Its pretty evident that people took time to study the markers and get a full picture of health care performances in various nations. Each is explained in detail and trying to toss out so much information to bolster your debunked point of "quality will go down" is outright dishonest and anyone with any handle on logic and the dance of spin can see that.
There is no spin at all, though it's obvious why you need to think so. I'm not saying the other factors they measured are unimportant. But to me quality of care is the most important. You are simply wrong just as Larkin was wrong. None of the other factors are measures of quality of care. None of them in any way shape or form are measurements of how well or poorly you are treated at medical facility. The use the term 'healthcare system' for a reason. Because it is teh broadest term to describe all of the factors included in our healthcare industry. The study measures everything from actual care to how monetary contribution for it is paid for, to the health of our nation. The sum of all of those things is our healthcare system of which responsiveness/quality of care is just one factor. Admittadly I choose to focus opn that because I beleive it is the most important.
Life expectancy, health of the population etc DO factor into QUALITY of care, even if you want to pretend they dont.
The study doesn't measure life expectancy, it measure overall health. Though the statement you made is still untrue. Unless you honestly beleive your doctor has more control over how long you live than you do. I am not pretending anything. You are because you have to. The health of our population has very little to do with the care they receive at our medical facilities. If it was true that there is direct link between responsiveness and overall health than our score for responsiveness shoudl be lower. You have far more control over your health than a doctor does.

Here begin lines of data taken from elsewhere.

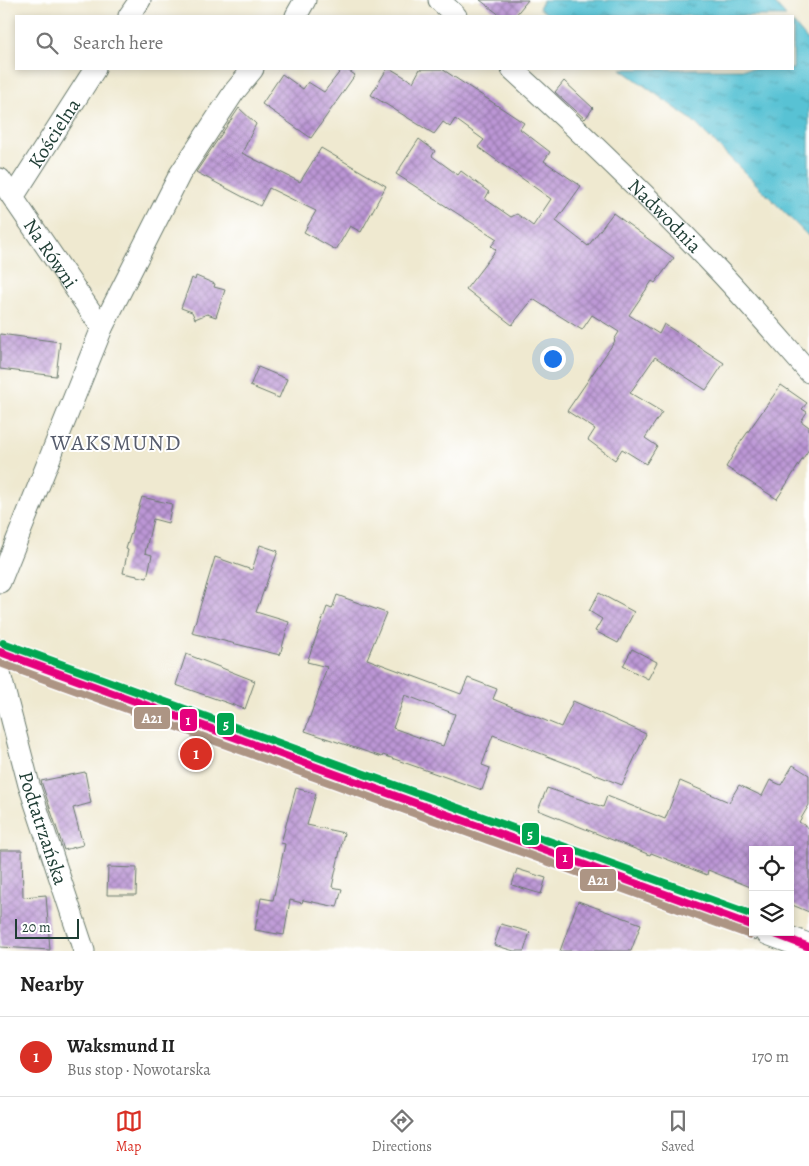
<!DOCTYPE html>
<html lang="en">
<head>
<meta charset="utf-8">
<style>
	:root { --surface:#fff; --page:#f6f6f6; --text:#222; --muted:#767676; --line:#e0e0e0; --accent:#d93025 }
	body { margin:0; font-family:Alegreya,serif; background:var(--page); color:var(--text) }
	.controls { position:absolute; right:15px; bottom:15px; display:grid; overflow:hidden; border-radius:0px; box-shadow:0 2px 8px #0003 }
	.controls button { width:45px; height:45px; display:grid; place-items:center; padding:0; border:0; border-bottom:1px solid var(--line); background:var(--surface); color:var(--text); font:25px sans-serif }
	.scale { position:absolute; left:15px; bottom:12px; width:64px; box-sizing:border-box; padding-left:5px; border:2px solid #1f3d34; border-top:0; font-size:14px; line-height:18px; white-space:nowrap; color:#1f3d34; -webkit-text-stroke:4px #fff; paint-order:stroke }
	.you { position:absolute; left:552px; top:358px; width:18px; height:18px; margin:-12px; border:4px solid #fff; border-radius:50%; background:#1a73e8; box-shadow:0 0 0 8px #1a73e833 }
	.badge { display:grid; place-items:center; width:32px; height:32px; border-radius:50%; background:var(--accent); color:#fff; font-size:16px; font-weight:700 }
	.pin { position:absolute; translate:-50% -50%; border:2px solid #fff; box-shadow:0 1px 5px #0006 }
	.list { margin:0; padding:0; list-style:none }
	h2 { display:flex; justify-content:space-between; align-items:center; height:65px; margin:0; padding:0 20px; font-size:21px }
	h2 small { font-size:16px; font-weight:400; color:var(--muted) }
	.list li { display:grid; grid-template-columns:32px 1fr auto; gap:15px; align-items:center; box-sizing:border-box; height:80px; padding:0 20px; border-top:1px solid var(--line) }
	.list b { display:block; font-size:19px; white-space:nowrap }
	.list p { margin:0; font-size:16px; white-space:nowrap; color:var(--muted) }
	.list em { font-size:16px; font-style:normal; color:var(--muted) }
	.icon { flex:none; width:28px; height:28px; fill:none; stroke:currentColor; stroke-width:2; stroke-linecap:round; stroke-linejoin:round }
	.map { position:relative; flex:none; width:809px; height:951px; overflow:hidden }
	.search { position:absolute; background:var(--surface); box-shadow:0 2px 8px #0003; left:15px; right:15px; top:15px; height:55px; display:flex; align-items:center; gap:12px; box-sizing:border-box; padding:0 18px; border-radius:0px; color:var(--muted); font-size:19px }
	.sheet { height:145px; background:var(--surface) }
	nav { display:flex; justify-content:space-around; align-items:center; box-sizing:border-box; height:70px; border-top:1px solid var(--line); background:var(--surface); font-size:14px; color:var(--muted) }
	nav a { display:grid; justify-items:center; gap:2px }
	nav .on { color:var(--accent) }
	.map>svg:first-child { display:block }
	.water { fill:url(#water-ripples); stroke:#3c8084 }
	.building { fill:url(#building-cross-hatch); fill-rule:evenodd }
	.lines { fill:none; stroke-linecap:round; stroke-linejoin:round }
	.minor-casing { stroke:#68796b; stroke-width:23 }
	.tertiary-casing { stroke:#68796b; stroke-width:28 }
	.minor { stroke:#fff; stroke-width:21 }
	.tertiary { stroke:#fff; stroke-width:26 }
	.bus-1-casing { stroke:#fff; stroke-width:11 }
	.bus-2-casing { stroke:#fff; stroke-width:11 }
	.bus-3-casing { stroke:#fff; stroke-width:11 }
	.bus-1 { stroke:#e5007d; stroke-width:8 }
	.bus-2 { stroke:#ad9584; stroke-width:8 }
	.bus-3 { stroke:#00a651; stroke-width:8 }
	.labels { text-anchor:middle; stroke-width:4; stroke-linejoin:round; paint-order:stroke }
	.street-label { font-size:20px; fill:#1f3d34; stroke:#fff }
	.quarter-label { font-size:22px; letter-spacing:1px; fill:#565c6c; stroke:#fff }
	.line-badge { stroke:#fff; stroke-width:2 }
	.badge-label { font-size:14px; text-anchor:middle; font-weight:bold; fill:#fff }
</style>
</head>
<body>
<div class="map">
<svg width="809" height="951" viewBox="0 0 809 951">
	<defs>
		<pattern id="water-ripples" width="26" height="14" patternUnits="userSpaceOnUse" patternTransform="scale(1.25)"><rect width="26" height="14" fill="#58c2d4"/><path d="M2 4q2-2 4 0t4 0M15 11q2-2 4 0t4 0" fill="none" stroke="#489fad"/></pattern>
		<pattern id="building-cross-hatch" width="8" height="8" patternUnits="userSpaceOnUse" patternTransform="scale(1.25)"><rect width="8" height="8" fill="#bc96d5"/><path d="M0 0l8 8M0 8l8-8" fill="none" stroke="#987cae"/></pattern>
	</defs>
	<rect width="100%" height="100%" fill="#fff"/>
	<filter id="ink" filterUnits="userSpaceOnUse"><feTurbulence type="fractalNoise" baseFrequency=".02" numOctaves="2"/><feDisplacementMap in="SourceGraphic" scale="10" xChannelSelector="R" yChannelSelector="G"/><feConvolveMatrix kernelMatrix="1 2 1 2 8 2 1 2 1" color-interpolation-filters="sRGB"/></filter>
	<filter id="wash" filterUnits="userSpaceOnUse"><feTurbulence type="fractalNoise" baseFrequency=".0096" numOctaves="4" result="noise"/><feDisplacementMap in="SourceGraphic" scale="20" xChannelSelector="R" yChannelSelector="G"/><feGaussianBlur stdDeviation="1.12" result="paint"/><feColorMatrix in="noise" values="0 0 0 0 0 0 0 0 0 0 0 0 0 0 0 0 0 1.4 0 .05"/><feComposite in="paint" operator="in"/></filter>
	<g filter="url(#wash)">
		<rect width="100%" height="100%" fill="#efe9d0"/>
		<path class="water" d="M543,0H772L786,16H550L539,8Z
			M793,23L809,42V237L692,120L621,69H793Z"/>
		<g id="blocks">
			<path class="building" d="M480,0H528L515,16H501Z
				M342,69H346L355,75L311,138L262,104L282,74L303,89L308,82L324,92Z
				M387,69H391L413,82L420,69H442L524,123L520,129L550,152L544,161L581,186L556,221L588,246L613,213L674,258L655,283L652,281L629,315L659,334L664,324L724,363L706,390L655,357L630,393L662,412L645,438L657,446L646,464L622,449L615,460L588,440L595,429L567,411L615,341L614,340L619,332L592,315L582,330L533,299L512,325L466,289L496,250L491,246L497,239L396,174L419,139L435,151L432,156L458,175L461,171L489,192L485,199L511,217L517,214L533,226L551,199L478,147L484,140L455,119L450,127L443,122L434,134L371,95Z
				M564,81L593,108L585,119L555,92Z
				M239,108L256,124L242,153L300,182L321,148L386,186L361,232L350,226L336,250L304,232L316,211L269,188L260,206L196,172Z
				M196,276L215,284L214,287L225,290L216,317L207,314L195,319L192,312L181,308L192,278L195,280Z
				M0,334L60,342L56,376L0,369Z
				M258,367L287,379L279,398L250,386Z
				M781,385L807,403L802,409L807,412L801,421L809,427V449L777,499L726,467L740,443Z
				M142,497L172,504L168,523L153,519L145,553L152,555L147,578L123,573L128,550L126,549Z
				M260,545L278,551L256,612L289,622L280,655L192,633L215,557L252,570Z
				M599,593L634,612L618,643L595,631L602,619L589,611Z
				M337,595L386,613L367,659L461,694L468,678L497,689L493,699L561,727L573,701L646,734L622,785L493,735L482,765L490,768L482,790L383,755L382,757L305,731L327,667L307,662L327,607L332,609ZM405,695L455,714L443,746L393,728Z
				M632,649L657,662L648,679L623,666Z
				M186,654L255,681L245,709L176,685Z
				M793,765L809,775V805L799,822L809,828V912L790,904V850H753V888L708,870L707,875L651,853L650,855L538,810L547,788L603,807L607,796L665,819L680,781L729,802L739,785L762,796L770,780L781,785Z
				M85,772L91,803L73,808L83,845L64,850L41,781Z
				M296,788L316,794L307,825L344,833L332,887L342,889L337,907L303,900L302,903L290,900L284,935L255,930L261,898L273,900L285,844L281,843Z
				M0,850H22L23,897L46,895L50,950L0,947Z
				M108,867L137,868L136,895H107Z
				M517,869L546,878L541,894L512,885Z
				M578,901L641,924L631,951H560Z
				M501,924L530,932L524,951H514L494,945Z"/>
		</g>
	</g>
	<g filter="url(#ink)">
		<use href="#blocks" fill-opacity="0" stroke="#68796b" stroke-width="1"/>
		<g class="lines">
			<g class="minor-casing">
				<g id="minor">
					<path d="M439,0L456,16"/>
					<path d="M129,16L140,0"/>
					<path d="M296,16L305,0"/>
					<path id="s1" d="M512,69C583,134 652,200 718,270C749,303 779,338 809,372"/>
					<path id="s2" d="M0,179L102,328"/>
					<path id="s3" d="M13,197L95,69"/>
					<path d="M0,582L102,328L180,174L234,92L253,69"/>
					<path id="s4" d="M0,674L29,785L84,951"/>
				</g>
			</g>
			<g class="tertiary-casing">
				<path id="tertiary" d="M0,652L753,926
					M769,932L809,947"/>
			</g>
			<use href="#minor" class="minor"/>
			<use href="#tertiary" class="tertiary"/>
			<g class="bus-1-casing">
				<path id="bus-1" d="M0,652L753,926
					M770,932L809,947"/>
			</g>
			<g class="bus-2-casing">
				<path id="bus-2" d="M0,663L750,935"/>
			</g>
			<g class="bus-3-casing">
				<path id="bus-3" d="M3,643L753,915"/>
			</g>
			<use href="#bus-1" class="bus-1"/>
			<use href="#bus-2" class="bus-2"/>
			<use href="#bus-3" class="bus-3"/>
		</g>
	</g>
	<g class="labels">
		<g class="street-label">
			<text dy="7" stroke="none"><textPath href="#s3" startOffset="76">Kościelna</textPath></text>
			<text dy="7" stroke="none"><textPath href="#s1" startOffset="212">Nadwodnia</textPath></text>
			<text dy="7" stroke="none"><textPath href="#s2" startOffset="90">Na Równi</textPath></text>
			<text dy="7" stroke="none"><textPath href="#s4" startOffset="160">Podtatrzańska</textPath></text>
		</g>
		<g class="quarter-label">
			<text x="116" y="450">WAKSMUND</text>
		</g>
	</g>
	<g class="line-badge">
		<rect x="133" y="706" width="38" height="24" rx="5" fill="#ad9584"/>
		<rect x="179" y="708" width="19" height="24" rx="5" fill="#e5007d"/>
		<rect x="216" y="712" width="19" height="24" rx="5" fill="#00a651"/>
		<rect x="521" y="822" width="19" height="24" rx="5" fill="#00a651"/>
		<rect x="555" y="846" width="19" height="24" rx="5" fill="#e5007d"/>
		<rect x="579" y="868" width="38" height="24" rx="5" fill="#ad9584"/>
	</g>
	<g class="badge-label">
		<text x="152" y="723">A21</text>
		<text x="188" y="725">1</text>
		<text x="226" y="729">5</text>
		<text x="530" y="839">5</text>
		<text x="565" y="862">1</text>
		<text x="598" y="885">A21</text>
	</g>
</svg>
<div class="controls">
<button><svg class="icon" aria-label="locate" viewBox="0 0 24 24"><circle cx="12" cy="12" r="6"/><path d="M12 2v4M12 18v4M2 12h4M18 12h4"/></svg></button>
<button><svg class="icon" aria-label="layers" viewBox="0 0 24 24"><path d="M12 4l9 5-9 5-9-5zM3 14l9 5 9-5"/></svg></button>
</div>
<div class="scale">20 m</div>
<div class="you"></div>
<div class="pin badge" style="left:196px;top:754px">1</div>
<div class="search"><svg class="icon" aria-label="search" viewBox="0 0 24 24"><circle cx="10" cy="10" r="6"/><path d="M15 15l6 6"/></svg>Search here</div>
</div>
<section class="sheet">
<h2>Nearby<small></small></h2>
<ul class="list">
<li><span class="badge">1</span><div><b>Waksmund II</b><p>Bus stop · Nowotarska</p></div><em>170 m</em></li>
</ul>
</section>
<nav>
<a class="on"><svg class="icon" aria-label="map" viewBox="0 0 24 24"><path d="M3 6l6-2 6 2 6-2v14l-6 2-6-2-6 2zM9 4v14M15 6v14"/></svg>Map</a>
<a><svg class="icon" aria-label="directions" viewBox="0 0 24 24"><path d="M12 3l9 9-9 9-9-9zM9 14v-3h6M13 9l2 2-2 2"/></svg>Directions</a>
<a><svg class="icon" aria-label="saved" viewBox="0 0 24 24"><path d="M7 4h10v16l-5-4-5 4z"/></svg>Saved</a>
</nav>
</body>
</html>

I am quite glad to live where we have socialized health care. I certainly wouldnt advocate somthing that I experienced and found to be lacking.
Wonderful. If it works there, great. What's the tax rate there, just out of curiosity. I disagree with UHC also in part because i disagree with giovernments trying to be all things to all people and taxing the hell out of it's citizenry and essentially breeding complacency. Instead of policies that encourage people to take responsibility for themselves.
I think the REAL problem is that many dont trust the US to be able to accomplish it while other nations can and do. I guess fixing the govt to do a good job is just impossible?
That's at least on thing your right on. Government run healthcare would be a beauracratic nightmare in this country. No it isn't impossible to change our government. But if we want UHC wouldn't be a lot wiser to make sure we have a system in place that actually accomodate UHC before jumping head long into it?